The Capital Fair: a Bit of Courage and a Leap of Mutual Faith
Like many regional Ontario municipalities, 2001 heralded the national capital region amalgamation and the disappearance of the City of Gloucester. Suddenly, the Gloucester Fair was without a community. Having just moved from its urban arena site to a more spacious rural location at Rideau Carleton Raceway, the fair struggled in a four day, end of May time slot. At one point, with only $3,000 in the bank, the Fair Board approached all our suppliers for their support. All agreed to let the fair go forward, but it was Barry Jamieson at the helm of World’s Finest Shows that provided the expertise, advice and a financial model that helped the fair find its feet once more.
Fast forward to 2013, with constant but relatively slow growth, the fair is still actively looking for a break-out event. Consistently attracting between 20k to 25k, the fair is politely profitable as sponsorship and midway revenues increase.
Annual negotiations with our midway suddenly take an unexpected turn when the discussion changes focus from our traditional 4 day event in May to a late August 10-day collaboration.
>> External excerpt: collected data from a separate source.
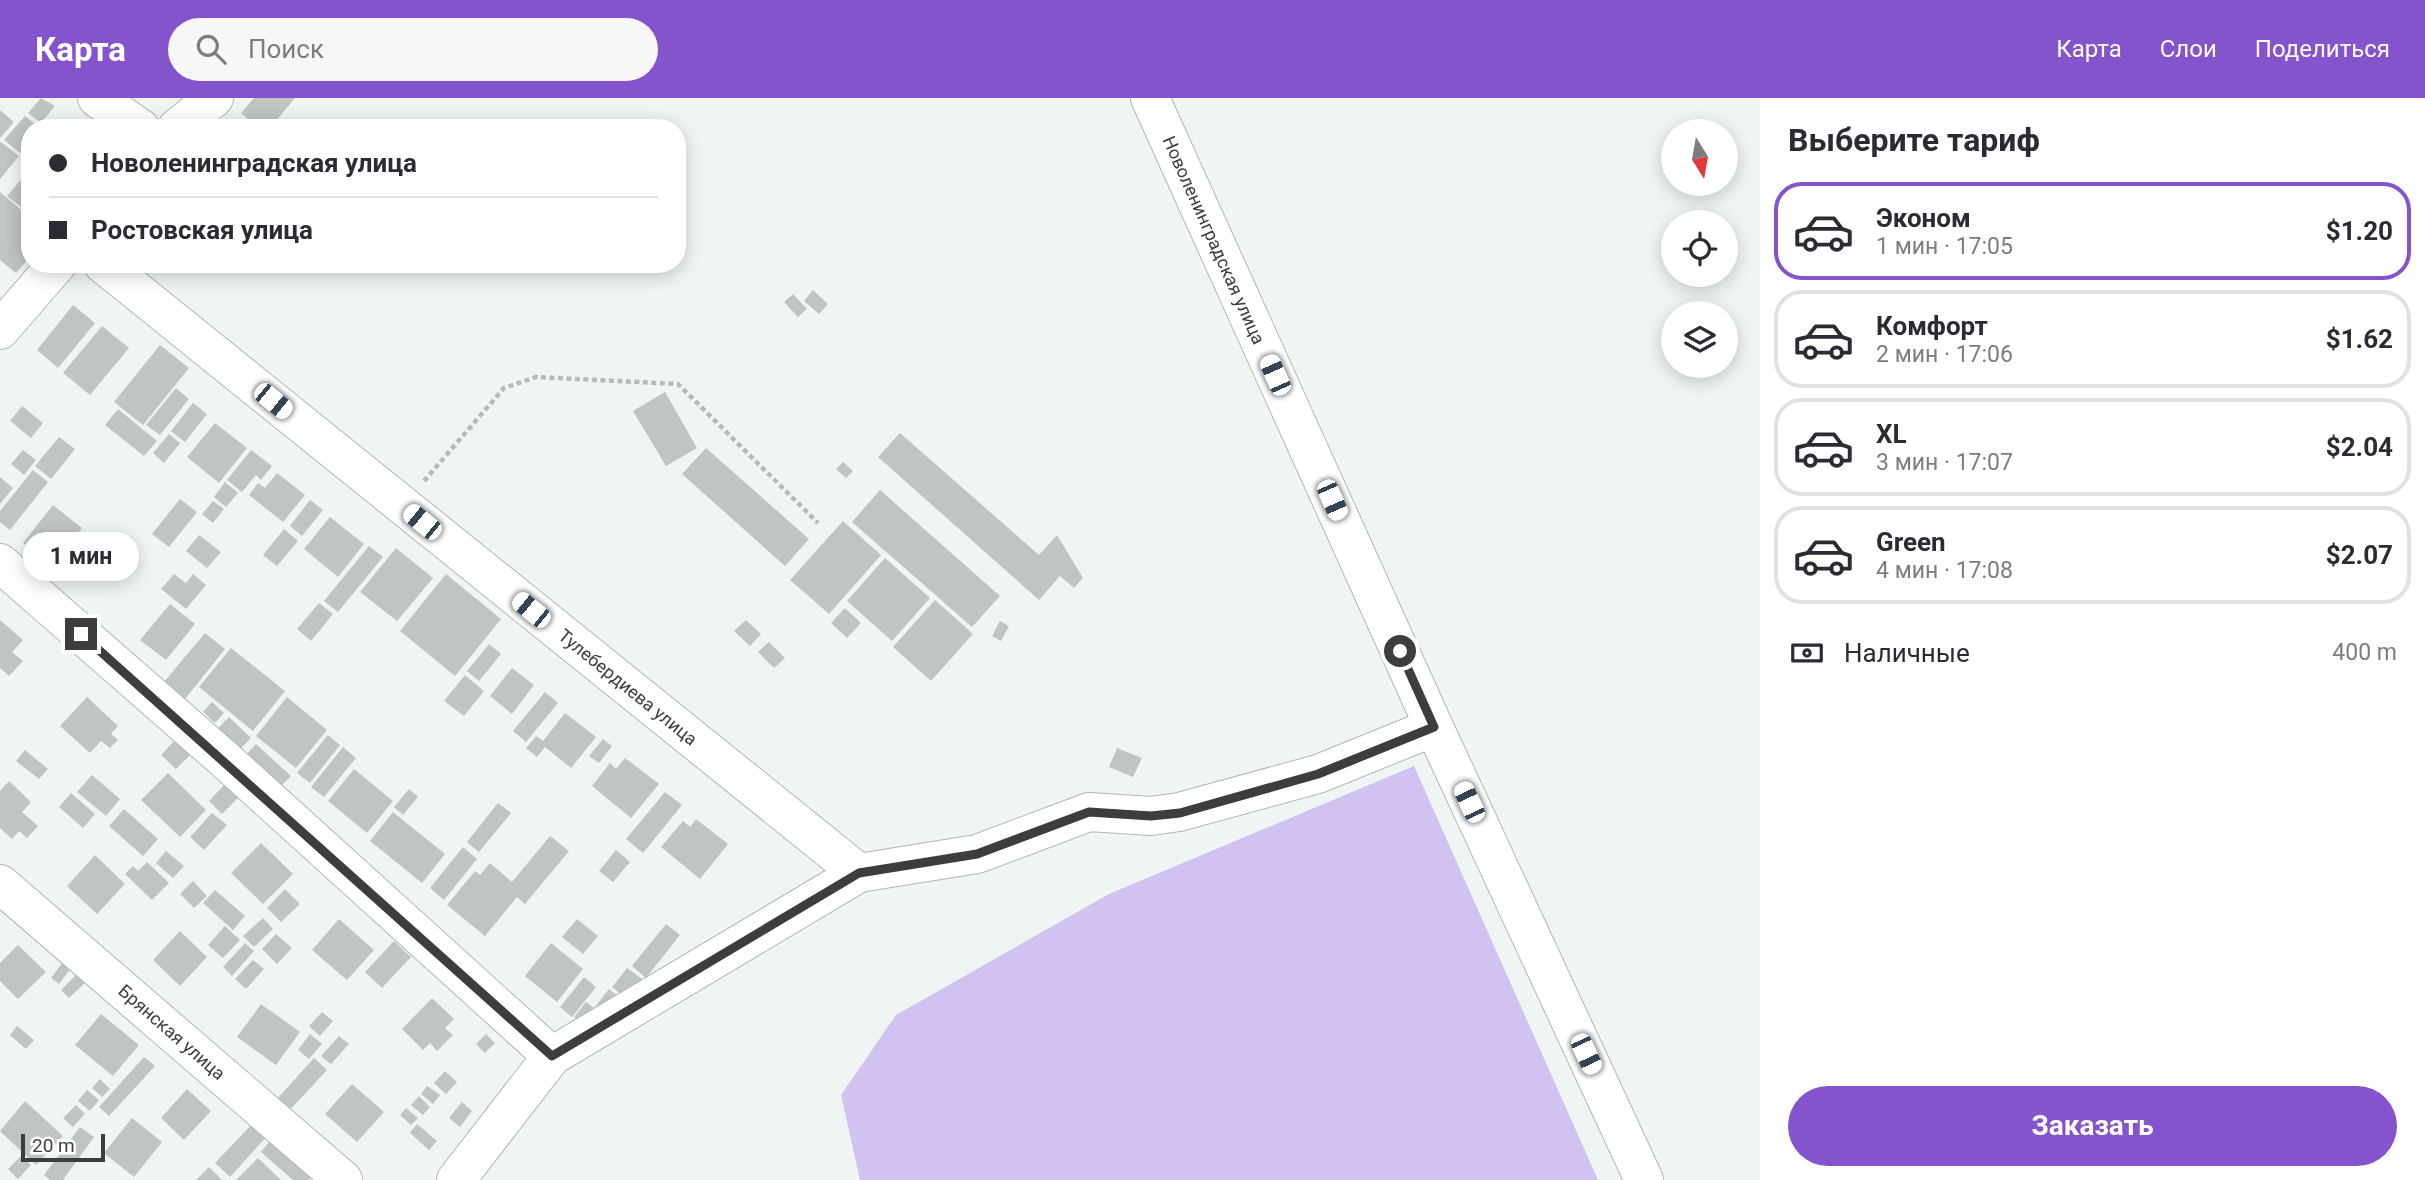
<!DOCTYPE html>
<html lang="ru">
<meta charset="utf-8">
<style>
body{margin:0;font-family:Roboto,sans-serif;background:#f7f7f7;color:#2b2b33;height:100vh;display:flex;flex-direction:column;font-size:26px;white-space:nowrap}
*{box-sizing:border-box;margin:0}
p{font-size:23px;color:#7c7c81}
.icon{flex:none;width:38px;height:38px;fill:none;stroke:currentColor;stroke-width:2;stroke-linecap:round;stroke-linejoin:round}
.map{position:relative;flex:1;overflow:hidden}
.panel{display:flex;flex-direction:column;background:#fff;width:665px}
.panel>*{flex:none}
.top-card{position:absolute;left:21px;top:21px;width:665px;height:154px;border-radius:28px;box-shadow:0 4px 18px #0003;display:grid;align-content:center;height:154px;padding:0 28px;background:#fff}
.needle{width:46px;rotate:169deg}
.controls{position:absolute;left:1661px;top:21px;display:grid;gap:14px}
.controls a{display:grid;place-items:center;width:77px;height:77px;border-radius:50%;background:#fff;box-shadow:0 4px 18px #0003;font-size:35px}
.scale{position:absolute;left:21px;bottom:18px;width:84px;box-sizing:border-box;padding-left:7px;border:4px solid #3b3e3d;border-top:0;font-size:19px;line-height:24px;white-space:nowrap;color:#3b3e3d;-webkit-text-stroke:5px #fff;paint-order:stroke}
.end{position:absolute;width:32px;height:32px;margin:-16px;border:9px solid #3b3e3d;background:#fff;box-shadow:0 0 0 4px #fff}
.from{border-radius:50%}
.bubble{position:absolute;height:49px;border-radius:24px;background:#fff;box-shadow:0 4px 18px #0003;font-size:23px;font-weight:700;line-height:49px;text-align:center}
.car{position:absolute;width:21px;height:42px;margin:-21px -10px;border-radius:9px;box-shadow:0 0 5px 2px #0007;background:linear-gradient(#fff 24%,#345 0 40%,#fff 0 76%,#345 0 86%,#fff 0)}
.top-card b{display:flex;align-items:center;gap:24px;height:66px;font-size:26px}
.top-card b+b{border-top:2px solid #e1e1e2}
.top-card i{width:18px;height:18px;background:#2b2b33}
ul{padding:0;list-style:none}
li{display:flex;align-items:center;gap:21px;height:98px;margin:0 14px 10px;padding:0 14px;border:4px solid #e1e1e2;border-radius:28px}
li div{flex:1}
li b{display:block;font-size:26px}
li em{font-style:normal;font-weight:700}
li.on{border-color:#8553cb}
li>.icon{width:63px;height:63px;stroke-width:1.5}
h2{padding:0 28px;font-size:32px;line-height:84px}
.pay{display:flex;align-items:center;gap:18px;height:77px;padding:0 28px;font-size:26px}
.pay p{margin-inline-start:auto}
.action{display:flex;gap:14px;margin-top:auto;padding:14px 28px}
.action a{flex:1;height:80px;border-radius:42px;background:#8553cb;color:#fff;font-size:28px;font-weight:700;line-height:80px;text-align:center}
header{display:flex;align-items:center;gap:42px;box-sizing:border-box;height:98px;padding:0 35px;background:#8553cb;color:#fff}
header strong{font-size:33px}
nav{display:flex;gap:38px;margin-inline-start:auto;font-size:24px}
.search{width:490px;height:63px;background:#f7f7f7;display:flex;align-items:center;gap:18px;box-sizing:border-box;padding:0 24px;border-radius:38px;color:#7c7c81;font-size:26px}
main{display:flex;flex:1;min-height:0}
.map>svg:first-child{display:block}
</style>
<header>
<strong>Карта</strong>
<div class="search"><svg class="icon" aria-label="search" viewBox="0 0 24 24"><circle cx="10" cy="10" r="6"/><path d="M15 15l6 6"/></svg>Поиск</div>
<nav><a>Карта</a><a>Слои</a><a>Поделиться</a></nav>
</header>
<main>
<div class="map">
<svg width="1760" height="1082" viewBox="0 0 1760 1082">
<rect width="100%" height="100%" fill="#eef5f3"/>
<path fill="#d1c2f1" d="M1414,668L1598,1082H860L841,997L896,917L1109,796Z"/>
<path fill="#bfc5c3" d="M41,0L55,8L41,25L28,15Z
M254,0H295L270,30H258L241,15Z
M0,12L14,24L0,40Z
M25,18L40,30H30V43L20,55L4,42Z
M1,44L19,58L0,81V45Z
M30,71V116L7,98Z
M0,94L30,119V159L16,175L0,162Z
M813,192L828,206L819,216L804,203Z
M793,196L807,211L798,219L784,204Z
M73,207L95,225L58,270L37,252Z
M102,228L129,250L90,297L63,275Z
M160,247L189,270L143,327L114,304Z
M176,290L189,301L160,337L146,327Z
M665,294L697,350L666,368L633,313Z
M193,305L207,316L185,344L171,333Z
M22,308L43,325L31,340L10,323Z
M118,311L157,343L144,358L105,327Z
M215,325L247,350L219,385L187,359Z
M900,335L1039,457L1057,437L1083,480L1074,490L1060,478L1039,502L878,359Z
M169,336L180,345L164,365L153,355Z
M59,339L75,351L51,381L35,368Z
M706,350L809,441L785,468L682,376Z
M23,352L36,362L24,377L11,366Z
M251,352L272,368L261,382L256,377L242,394L227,382Z
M843,364L853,373L846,380L836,371Z
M33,372L48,384L10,432L0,424V413Z
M277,375L305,397L283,424L249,397L258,385L265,390Z
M0,379L13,390L0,406Z
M225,384L238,395L226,409L214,399Z
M880,392L1000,498L972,529L852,424Z
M180,401L197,414L169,449L152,436Z
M310,402L323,412L302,438L290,428Z
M213,403L224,411L213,425L202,416Z
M53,407L82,430L51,468L23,445Z
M330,419L364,446L338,479L304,451Z
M843,423L881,457L829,516L790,482Z
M284,431L298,443L277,468L263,457Z
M199,437L221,454L207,470L186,453Z
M369,448L383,459L338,514L324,503Z
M396,450L433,480L397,523L360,494Z
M885,460L930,500L892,543L847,503Z
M174,476L186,485L193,476L206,487L186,511L161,491Z
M446,476L501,521L455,578L400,533Z
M935,502L973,536L931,583L893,549Z
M319,505L333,516L311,543L297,531Z
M170,506L195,526L166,562L140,542Z
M845,510L861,525L847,540L831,525Z
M0,522L23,542L12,554L23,563L9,578L0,570Z
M746,522L761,536L750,548L734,533Z
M1000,523L1009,528L1001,543L992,538Z
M205,535L225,551L185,601L164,584Z
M769,544L785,560L774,570L758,554Z
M489,546L501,556L479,583L467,573Z
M231,550L285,593L253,633L199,589Z
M512,570L534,587L512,616L490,598Z
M465,577L484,593L464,618L444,603Z
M545,594L558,605L526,644L513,633Z
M87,599L118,628L111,636L118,642L110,650L101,643L90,655L60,628Z
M287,599L327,632L296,670L256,638Z
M212,604L224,615L215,625L203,614Z
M565,615L596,639L571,670L545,649L537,659L526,650L536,638L543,643Z
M229,619L251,640L240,651L218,630Z
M328,637L340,647L310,685L297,675Z
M176,641L191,656L176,671L161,657Z
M603,641L612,648L599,665L589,658Z
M256,646L291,678L280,689L245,658Z
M343,649L356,660L324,699L311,689Z
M1117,650L1142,660L1133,679L1109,669Z
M25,652L48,671L39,681L16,663Z
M625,660L659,686L631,720L592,688L610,665L616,671Z
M354,671L393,703L367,735L328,703Z
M168,675L206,712L180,739L141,702Z
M92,677L120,701L106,718L77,694Z
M9,683L31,704L22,714L38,728L27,740L19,733L12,741L0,730V693Z
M226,685L240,698L222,716L209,703Z
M409,691L418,699L403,717L394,709Z
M665,694L682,707L643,755L626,741Z
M71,695L95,716L83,730L59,709Z
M498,705L511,715L479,754L467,744Z
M124,711L158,741L143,758L109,728Z
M393,714L445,756L422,785L370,743Z
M212,715L227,727L204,752L190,739Z
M696,721L728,746L700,781L661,749L683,723L690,729Z
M550,738L569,753L525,806L517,799L485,838L447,807L475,773L480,777L490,765L512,784Z
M261,745L293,776L263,806L231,775Z
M463,749L477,761L444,802L430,790Z
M616,752L630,764L613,784L599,773Z
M166,753L184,768L173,780L156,765Z
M95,757L125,786L97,816L67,788Z
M147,764L169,785L152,802L125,776L133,768L138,773Z
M193,783L207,798L194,810L180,796Z
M285,791L300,806L281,824L267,810Z
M215,792L245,818L233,832L203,805Z
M263,820L273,831L254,849L243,838Z
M339,821L374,852L347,882L312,852Z
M577,821L598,838L583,856L562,839Z
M666,826L680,837L646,880L632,868Z
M225,828L240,842L223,860L208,847Z
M180,833L207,859L180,888L153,862Z
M276,836L292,850L277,866L262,851Z
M394,843L411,859L382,890L365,874Z
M245,845L254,853L232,878L223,869Z
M551,845L583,871L557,904L525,878Z
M18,847L46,874L18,901L0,883V865Z
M253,862L264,871L246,891L235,881Z
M63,864L71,870L59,886L51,880Z
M627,870L642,881L627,901L612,889Z
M80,873L89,881L69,900L61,892Z
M584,879L596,889L572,919L560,909Z
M609,891L618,898L583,927L574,919L586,904L594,910Z
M432,900L454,921L445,930L453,937L437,953L430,945L423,952L402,931Z
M261,906L300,934L276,967L237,939Z
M322,914L333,923L320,938L309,928Z
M101,916L139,947L113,978L75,947Z
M17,928L34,942L26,951L10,937Z
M310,936L322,946L309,961L298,952Z
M486,936L495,945L485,955L476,946Z
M339,938L349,946L331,966L321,958Z
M144,959L155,968L109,1018L99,1009Z
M314,960L327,972L288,1014L276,1002Z
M445,973L457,984L446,996L434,985Z
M100,981L110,991L102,999L92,990Z
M352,986L384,1014L357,1044L325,1016Z
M427,988L440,997L433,1006L421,996Z
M187,991L211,1013L184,1042L161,1020Z
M87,992L99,1002L90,1013L78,1003Z
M419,998L430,1009L423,1017L411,1007Z
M25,1003L63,1038L36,1067L0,1033Z
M462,1004L472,1013L460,1029L449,1020Z
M76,1007L85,1016L73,1029L63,1020Z
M406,1010L418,1020L411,1027L400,1017Z
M132,1020L162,1044L134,1079L104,1055Z
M254,1024L268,1037L230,1079L215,1065Z
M417,1026L437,1043L429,1052L410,1035Z
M80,1029L94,1039L63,1082H50L44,1077Z
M273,1039L315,1076L309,1082H293L261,1054Z
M21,1058L31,1067L18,1081L8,1071Z
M258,1060L281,1082H236Z
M209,1069L222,1082H196Z"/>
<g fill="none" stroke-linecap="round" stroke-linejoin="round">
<defs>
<path id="minor" d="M97,0L140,30
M1150,0L1434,629L1644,1082
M177,30L214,0
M103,166L859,775
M0,232L57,166
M0,465L223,660L552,958
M0,786L343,1082
M456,1082L552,958L859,775L977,756L1089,714L1151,718L1179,714L1318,676L1434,629"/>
</defs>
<use href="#minor" stroke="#b1b7b5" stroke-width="40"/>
<path stroke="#b5bbb9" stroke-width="4.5" stroke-dasharray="5 3.5" stroke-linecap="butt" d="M424,383L504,290L536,279L678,286L818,425"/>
<use href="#minor" stroke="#fff" stroke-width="38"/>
</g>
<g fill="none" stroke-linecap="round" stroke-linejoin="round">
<path stroke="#3b3e3d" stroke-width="9" d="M81,536L552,958L859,775L977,756L1089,714L1151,718L1180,715L1318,676L1434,629L1400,553"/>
</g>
<g text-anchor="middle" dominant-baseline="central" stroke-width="7" stroke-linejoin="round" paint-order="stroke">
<g font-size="18" fill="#3b3e3d" stroke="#fff">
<text transform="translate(1214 142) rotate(66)">Новоленинградская улица</text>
<text transform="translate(628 589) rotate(39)">Тулебердиева улица</text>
<text transform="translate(172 934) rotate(41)">Брянская улица</text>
</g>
</g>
</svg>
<div class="controls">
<a><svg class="needle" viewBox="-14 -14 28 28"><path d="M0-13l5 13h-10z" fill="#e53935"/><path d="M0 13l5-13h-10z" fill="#7c7c81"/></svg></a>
<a><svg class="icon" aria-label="locate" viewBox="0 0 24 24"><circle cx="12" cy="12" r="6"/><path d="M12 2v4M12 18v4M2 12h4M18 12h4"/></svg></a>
<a><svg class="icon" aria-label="layers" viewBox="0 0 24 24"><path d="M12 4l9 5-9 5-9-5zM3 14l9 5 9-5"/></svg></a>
</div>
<div class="scale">20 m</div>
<i class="end from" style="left:1400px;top:553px"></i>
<i class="end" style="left:81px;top:536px"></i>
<div class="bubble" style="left:23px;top:434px;width:116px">1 мин</div>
<i class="car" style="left:1275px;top:277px;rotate:336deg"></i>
<i class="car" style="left:273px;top:303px;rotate:129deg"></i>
<i class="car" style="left:1332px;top:402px;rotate:156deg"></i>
<i class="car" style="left:422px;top:424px;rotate:309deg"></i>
<i class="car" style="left:531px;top:512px;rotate:309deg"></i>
<i class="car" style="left:1469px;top:704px;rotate:335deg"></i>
<i class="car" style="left:1586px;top:956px;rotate:155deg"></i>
<div class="top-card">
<b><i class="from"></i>Новоленинградская улица</b>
<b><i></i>Ростовская улица</b>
</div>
</div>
<section class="panel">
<h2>Выберите тариф</h2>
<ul>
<li class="on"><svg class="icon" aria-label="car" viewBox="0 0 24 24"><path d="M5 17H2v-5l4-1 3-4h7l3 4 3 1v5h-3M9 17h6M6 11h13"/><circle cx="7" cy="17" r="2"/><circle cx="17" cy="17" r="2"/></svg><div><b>Эконом</b><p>1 мин · 17:05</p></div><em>$1.20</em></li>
<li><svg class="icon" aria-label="car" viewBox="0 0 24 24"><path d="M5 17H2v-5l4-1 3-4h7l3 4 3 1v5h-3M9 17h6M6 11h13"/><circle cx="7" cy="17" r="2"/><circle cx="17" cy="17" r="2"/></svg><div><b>Комфорт</b><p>2 мин · 17:06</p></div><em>$1.62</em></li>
<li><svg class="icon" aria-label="car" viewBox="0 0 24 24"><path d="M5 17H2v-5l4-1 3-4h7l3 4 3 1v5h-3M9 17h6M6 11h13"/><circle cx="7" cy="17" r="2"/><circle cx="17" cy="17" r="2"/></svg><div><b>XL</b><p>3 мин · 17:07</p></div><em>$2.04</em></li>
<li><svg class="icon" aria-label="car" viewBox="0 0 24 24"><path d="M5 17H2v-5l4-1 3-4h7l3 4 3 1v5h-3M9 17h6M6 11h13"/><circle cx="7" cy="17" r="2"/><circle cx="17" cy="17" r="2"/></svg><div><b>Green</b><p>4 мин · 17:08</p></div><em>$2.07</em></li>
</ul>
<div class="pay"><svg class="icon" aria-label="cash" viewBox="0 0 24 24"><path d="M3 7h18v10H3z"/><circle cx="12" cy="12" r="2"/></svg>Наличные<p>400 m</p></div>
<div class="action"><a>Заказать</a></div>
</section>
</main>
Despite the excitement inherent with a change of such magnitude, the Board was fully aware of the risks associated with the radical date and format change. To attract and capture our audience’s attention we would require something really spectacular and over-the-top. After careful financial analysis, we determined that waiving our gate admission would be BIG but worth the gamble so we adopted the FREE ADMISSION policy.
In the first season, our attendance jumped from 25,000 to 65,000 guests, a very healthy increase! While we were profitable, we ended up learning some pretty valuable and unexpected lessons. As the Gloucester Fair, we brought our traditions, knowledge of the grounds and corporate culture to the table. Although we’ve been with World’s Finest for over 30 years, we never had the 1st unit play our fair. Suddenly we were faced with snuggling up to a different crew resulting in a few very animated discussions but ultimately we got along and pushed through.
Having now gone through a complete fair together, there was a better mutual understanding of what needed to be done and so together with Barry, we formulated a plan to address these concerns.
The results made for a much improved grounds layout, tighter scheduling and consistent public and internal messaging that not only enhanced the fair but helped WFS achieve an OABA audit “Circle of Excellence”, the only Canadian Midway show to do so.
In 2015 we achieved attendance of 125,000 and hope to double it yet again in 2016. The increased concession revenues and healthy midway growth helped us attain profitability. As a result, we were honoured to return from the OAAS convention in Toronto with the “Fair of the Year” award.
We are sensitive to the what a gate admission could mean to the Fair but we are committed to sustaining our growth pattern towards our 5 year goal. So far the gamble appears to be paying off.